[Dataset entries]
--------------------------------

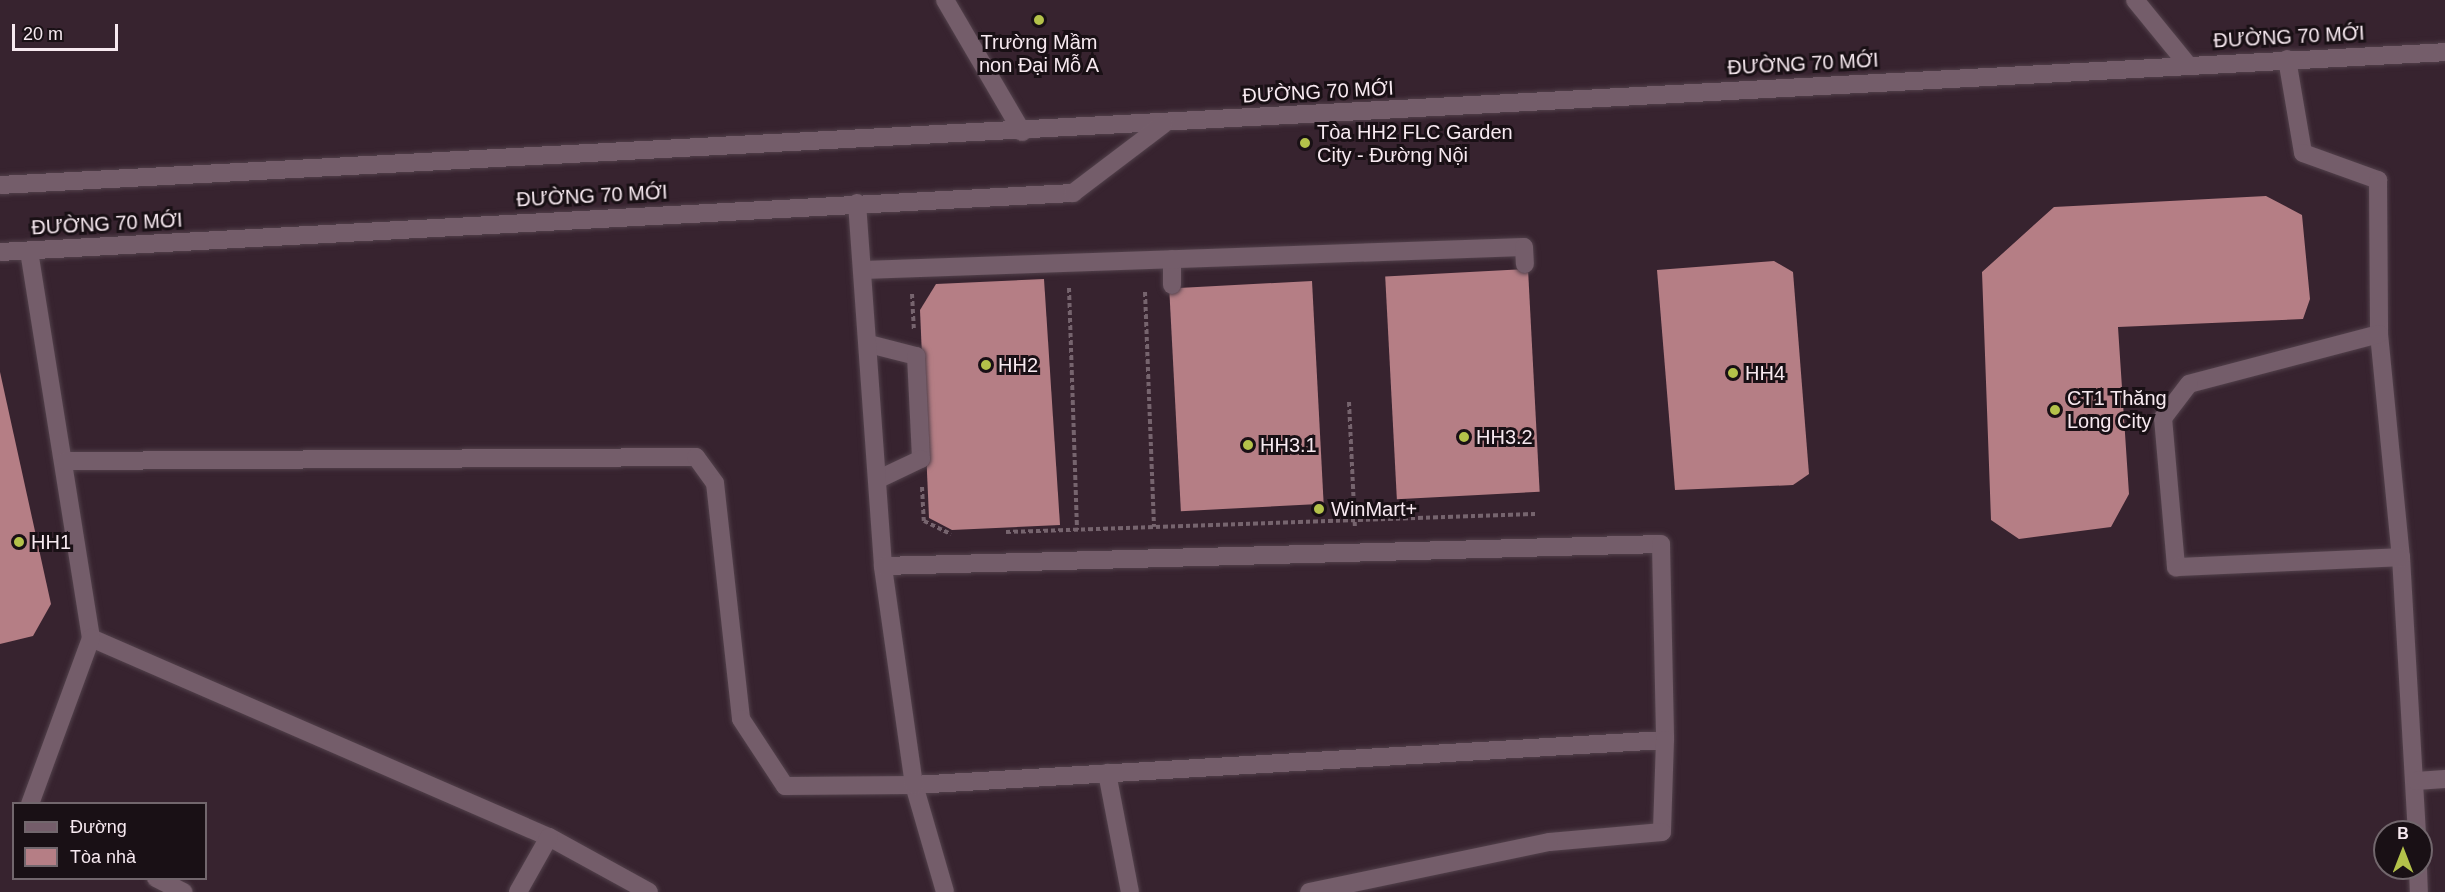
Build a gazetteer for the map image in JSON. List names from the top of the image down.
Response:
{
  "streets": {
    "street": ["ĐƯỜNG 70 MỚI"]
  },
  "places": [
    "Trường Mầm non Đại Mỗ A",
    "Tòa HH2 FLC Garden City - Đường Nội",
    "HH2",
    "HH4",
    "CT1 Thăng Long City",
    "HH3.2",
    "HH3.1",
    "WinMart+",
    "HH1"
  ],
  "legend": ["Đường", "Tòa nhà"],
  "scale_bar": "20 m",
  "north": "top"
}
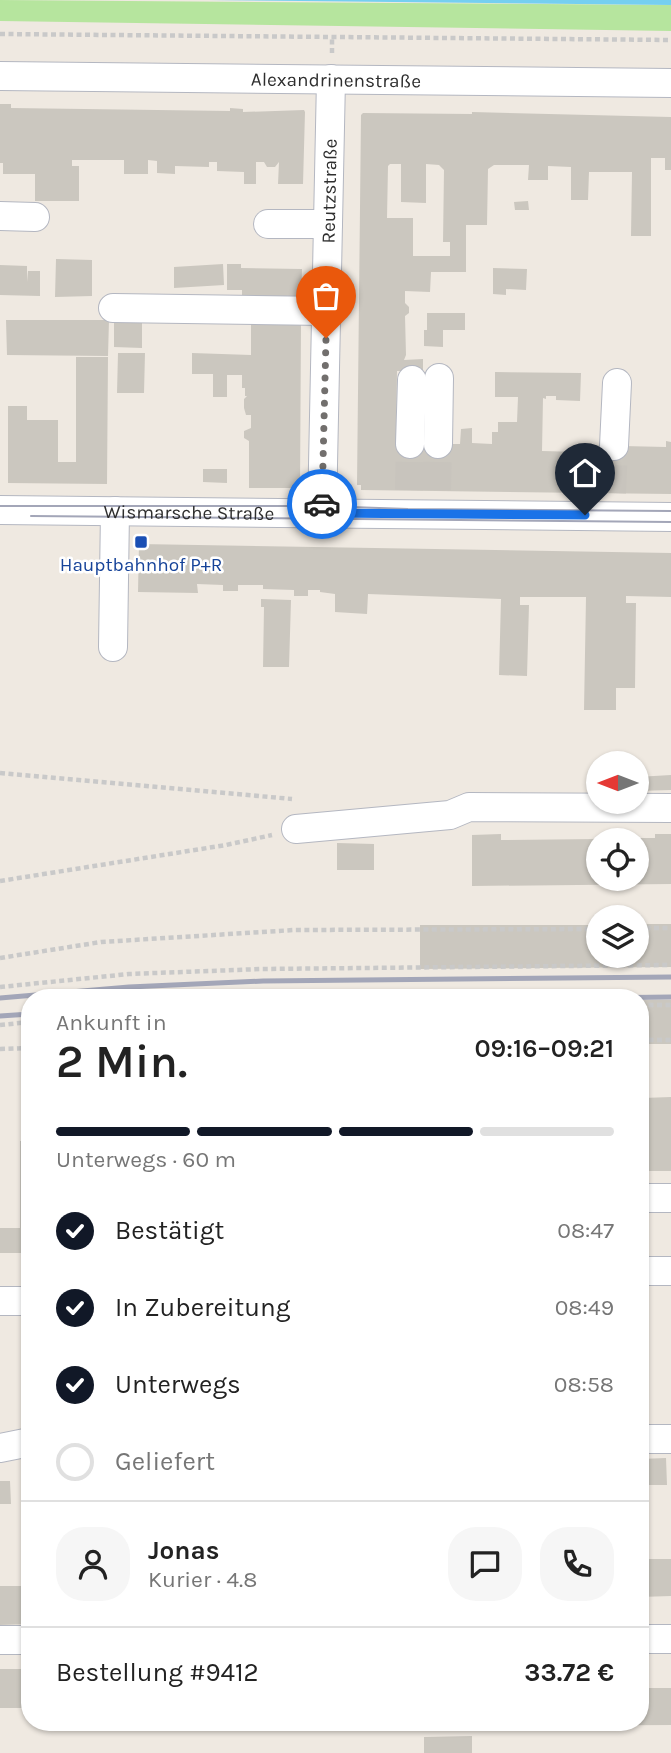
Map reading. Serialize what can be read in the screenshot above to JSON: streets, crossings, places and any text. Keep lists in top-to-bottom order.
{
  "streets": {
    "street": ["Alexandrinenstraße", "Reutzstraße", "Wismarsche Straße"]
  },
  "crossings": [
    ["Alexandrinenstraße", "Reutzstraße"],
    ["Reutzstraße", "Wismarsche Straße"]
  ],
  "places": {
    "transit": ["Hauptbahnhof P+R"]
  },
  "north": "left",
  "page": {
    "heading": ["2 Min.", "Ankunft in", "09:16–09:21"],
    "panel": [
      "Jonas",
      "Kurier · 4.8",
      "Bestellung #9412",
      "33.72 €"
    ],
    "bar": "Unterwegs · 60 m",
    "list": [
      ["Bestätigt", "08:47"],
      ["In Zubereitung", "08:49"],
      ["Unterwegs", "08:58"],
      "Geliefert"
    ]
  }
}
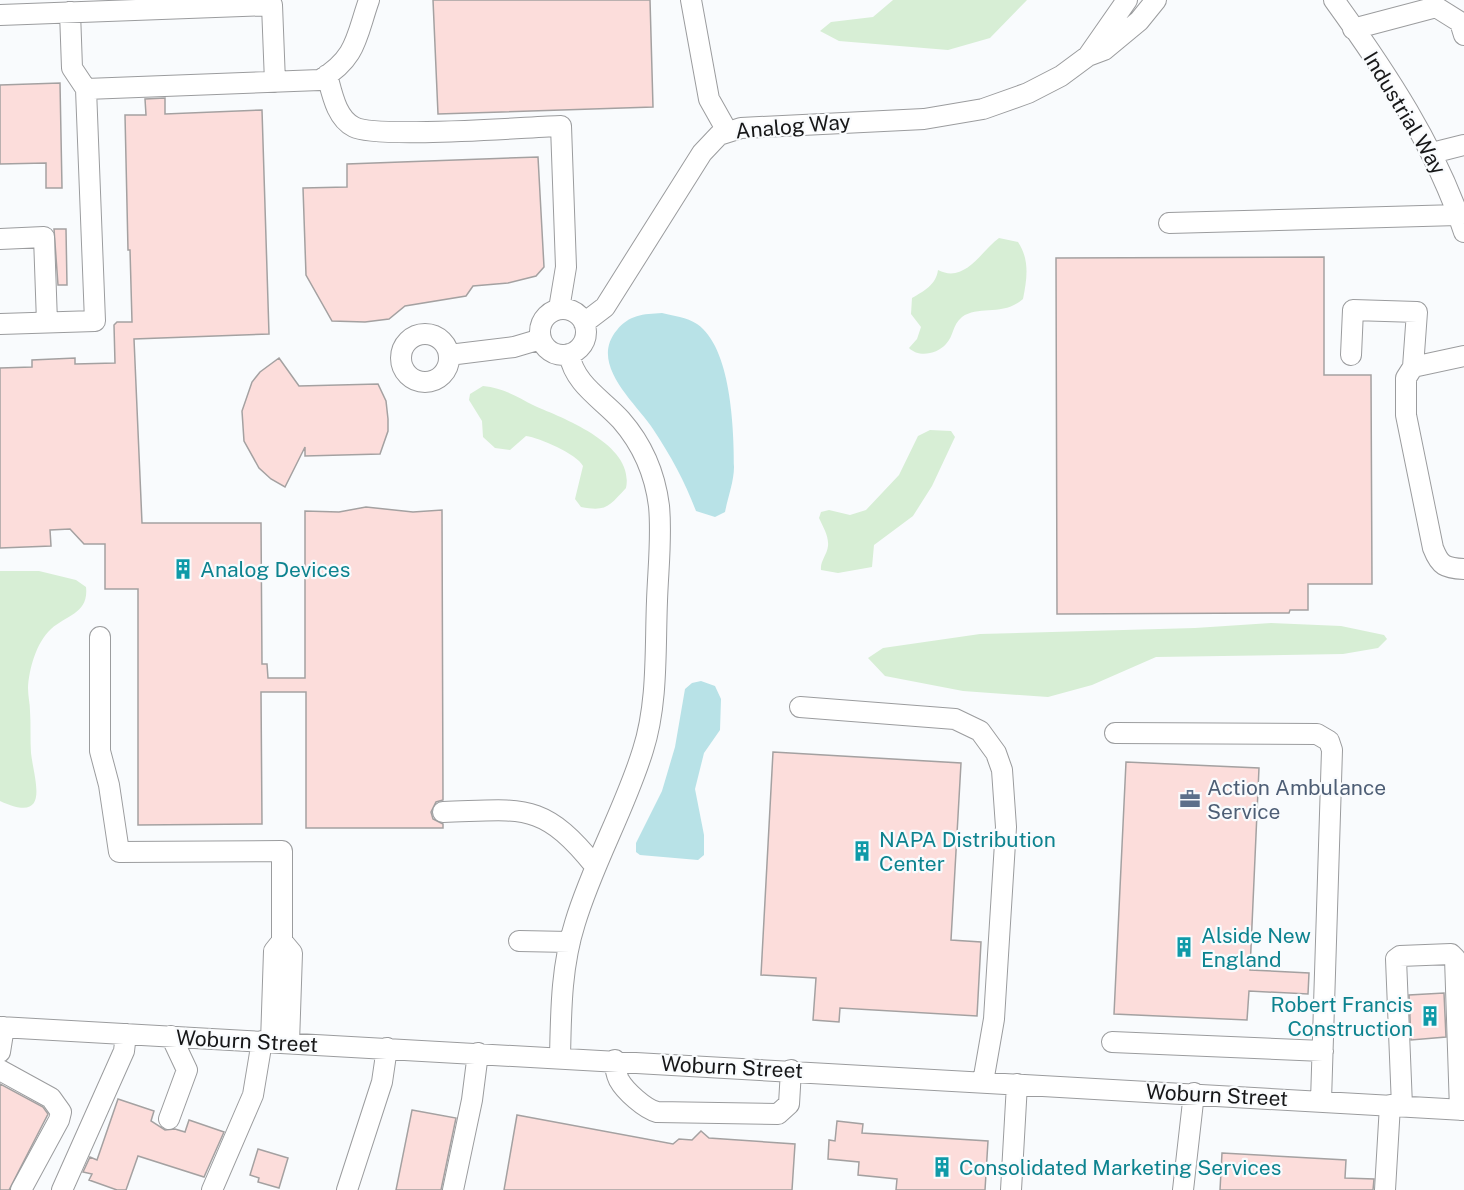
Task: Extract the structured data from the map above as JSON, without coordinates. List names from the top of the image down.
{
  "streets": {
    "street": ["Industrial Way", "Analog Way", "Woburn Street"]
  },
  "places": {
    "building": [
      "Analog Devices",
      "NAPA Distribution Center",
      "Alside New England",
      "Robert Francis Construction",
      "Consolidated Marketing Services"
    ],
    "office": ["Action Ambulance Service"]
  }
}
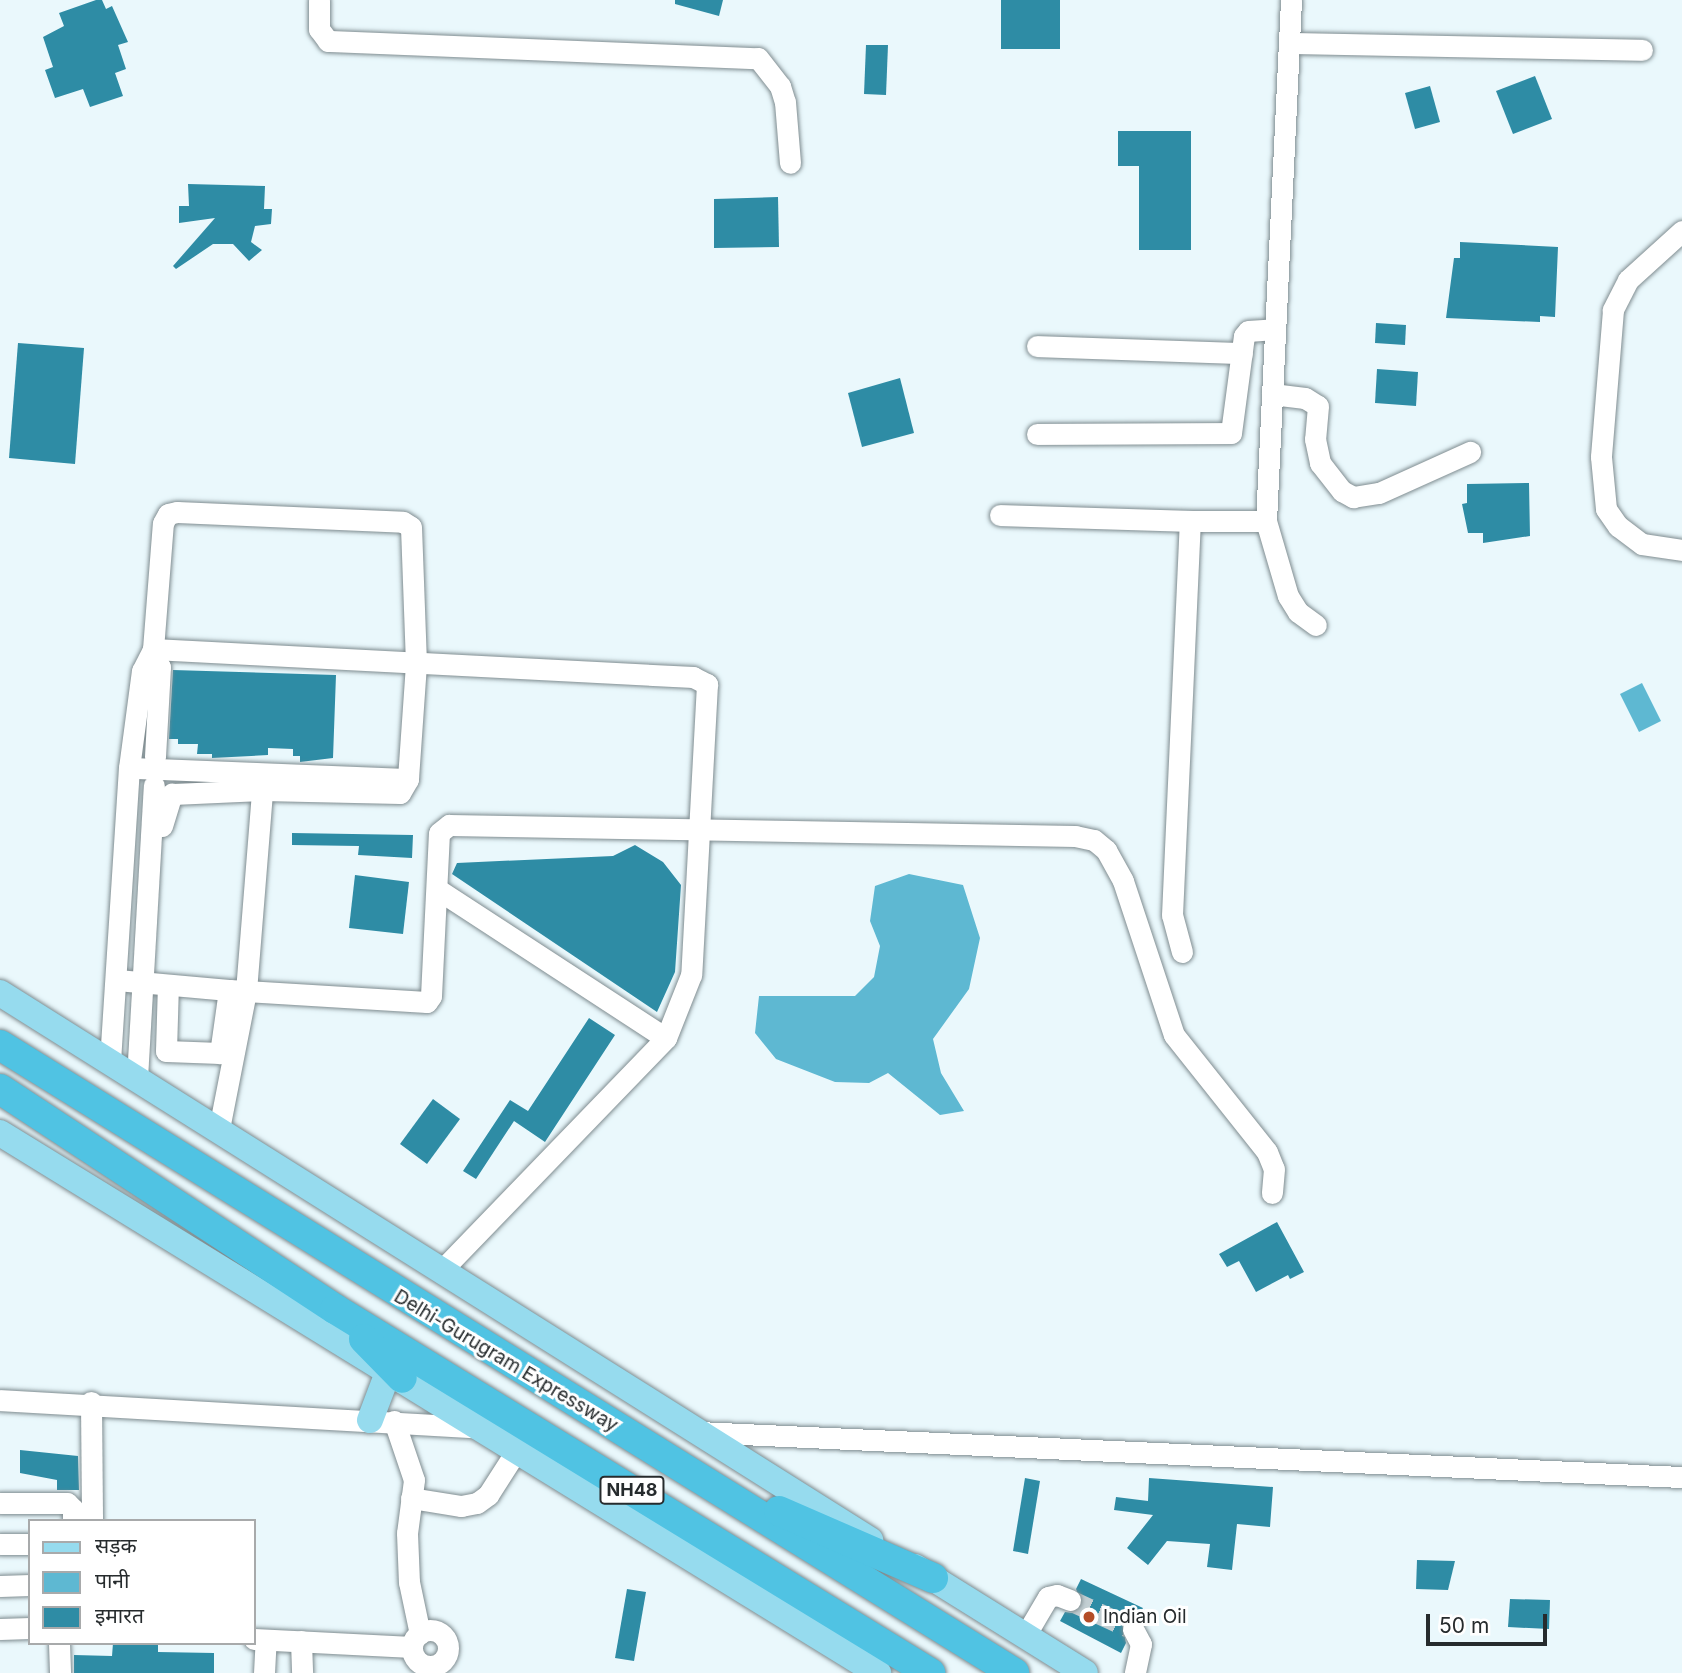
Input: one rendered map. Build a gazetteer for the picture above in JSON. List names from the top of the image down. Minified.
{"streets":{"highway":["Delhi-Gurugram Expressway","NH48"]},"places":["Indian Oil"],"legend":["सड़क","पानी","इमारत"],"scale_bar":"50 m"}
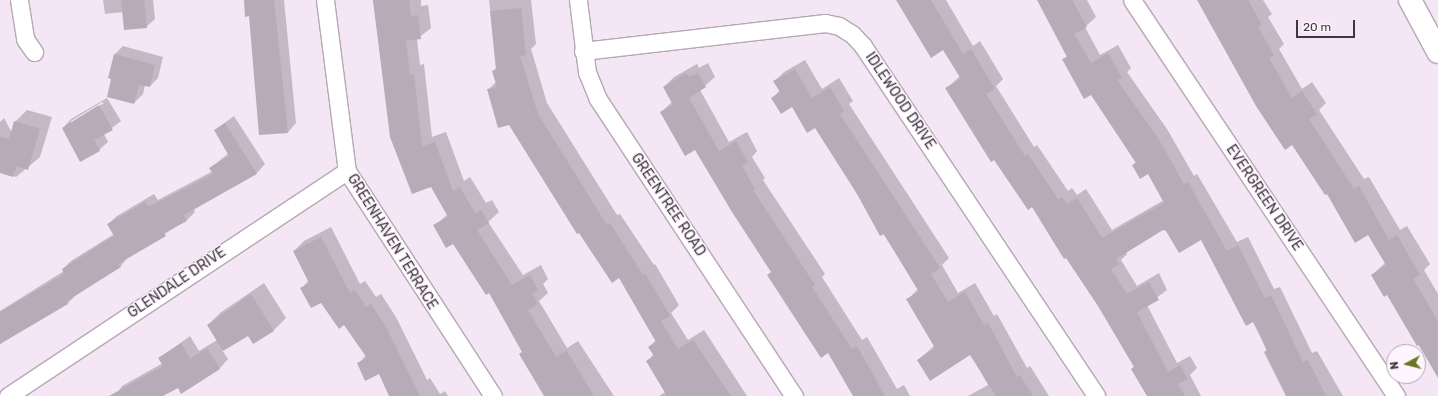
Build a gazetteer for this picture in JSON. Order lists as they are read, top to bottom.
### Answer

--------------------------------

[HOW TO COMPLETE THIS TASK] Would you return all of the entries unchanged while omitting the images?

[TASK OUTPUT]
Build a gazetteer for the map image in JSON. List names from the top of the image down.
Response:
{
  "streets": {
    "street": ["ĐƯỜNG 70 MỚI"]
  },
  "places": [
    "Trường Mầm non Đại Mỗ A",
    "Tòa HH2 FLC Garden City - Đường Nội",
    "HH2",
    "HH4",
    "CT1 Thăng Long City",
    "HH3.2",
    "HH3.1",
    "WinMart+",
    "HH1"
  ],
  "legend": ["Đường", "Tòa nhà"],
  "scale_bar": "20 m",
  "north": "top"
}
Map reading. Serialize what can be read in the screenshot above to JSON: streets, crossings, places and any text. Keep lists in top-to-bottom order.
{
  "streets": {
    "street": ["Alexandrinenstraße", "Reutzstraße", "Wismarsche Straße"]
  },
  "crossings": [
    ["Alexandrinenstraße", "Reutzstraße"],
    ["Reutzstraße", "Wismarsche Straße"]
  ],
  "places": {
    "transit": ["Hauptbahnhof P+R"]
  },
  "north": "left",
  "page": {
    "heading": ["2 Min.", "Ankunft in", "09:16–09:21"],
    "panel": [
      "Jonas",
      "Kurier · 4.8",
      "Bestellung #9412",
      "33.72 €"
    ],
    "bar": "Unterwegs · 60 m",
    "list": [
      ["Bestätigt", "08:47"],
      ["In Zubereitung", "08:49"],
      ["Unterwegs", "08:58"],
      "Geliefert"
    ]
  }
}
Task: Extract the structured data from the map above as JSON, without coordinates. List names from the top of the image down.
{
  "streets": {
    "street": ["Industrial Way", "Analog Way", "Woburn Street"]
  },
  "places": {
    "building": [
      "Analog Devices",
      "NAPA Distribution Center",
      "Alside New England",
      "Robert Francis Construction",
      "Consolidated Marketing Services"
    ],
    "office": ["Action Ambulance Service"]
  }
}
Input: one rendered map. Build a gazetteer for the picture above in JSON. List names from the top of the image down. Minified.
{"streets":{"highway":["Delhi-Gurugram Expressway","NH48"]},"places":["Indian Oil"],"legend":["सड़क","पानी","इमारत"],"scale_bar":"50 m"}
Build a gazetteer for this picture in JSON. Order lists as they are read, top to bottom.
### Answer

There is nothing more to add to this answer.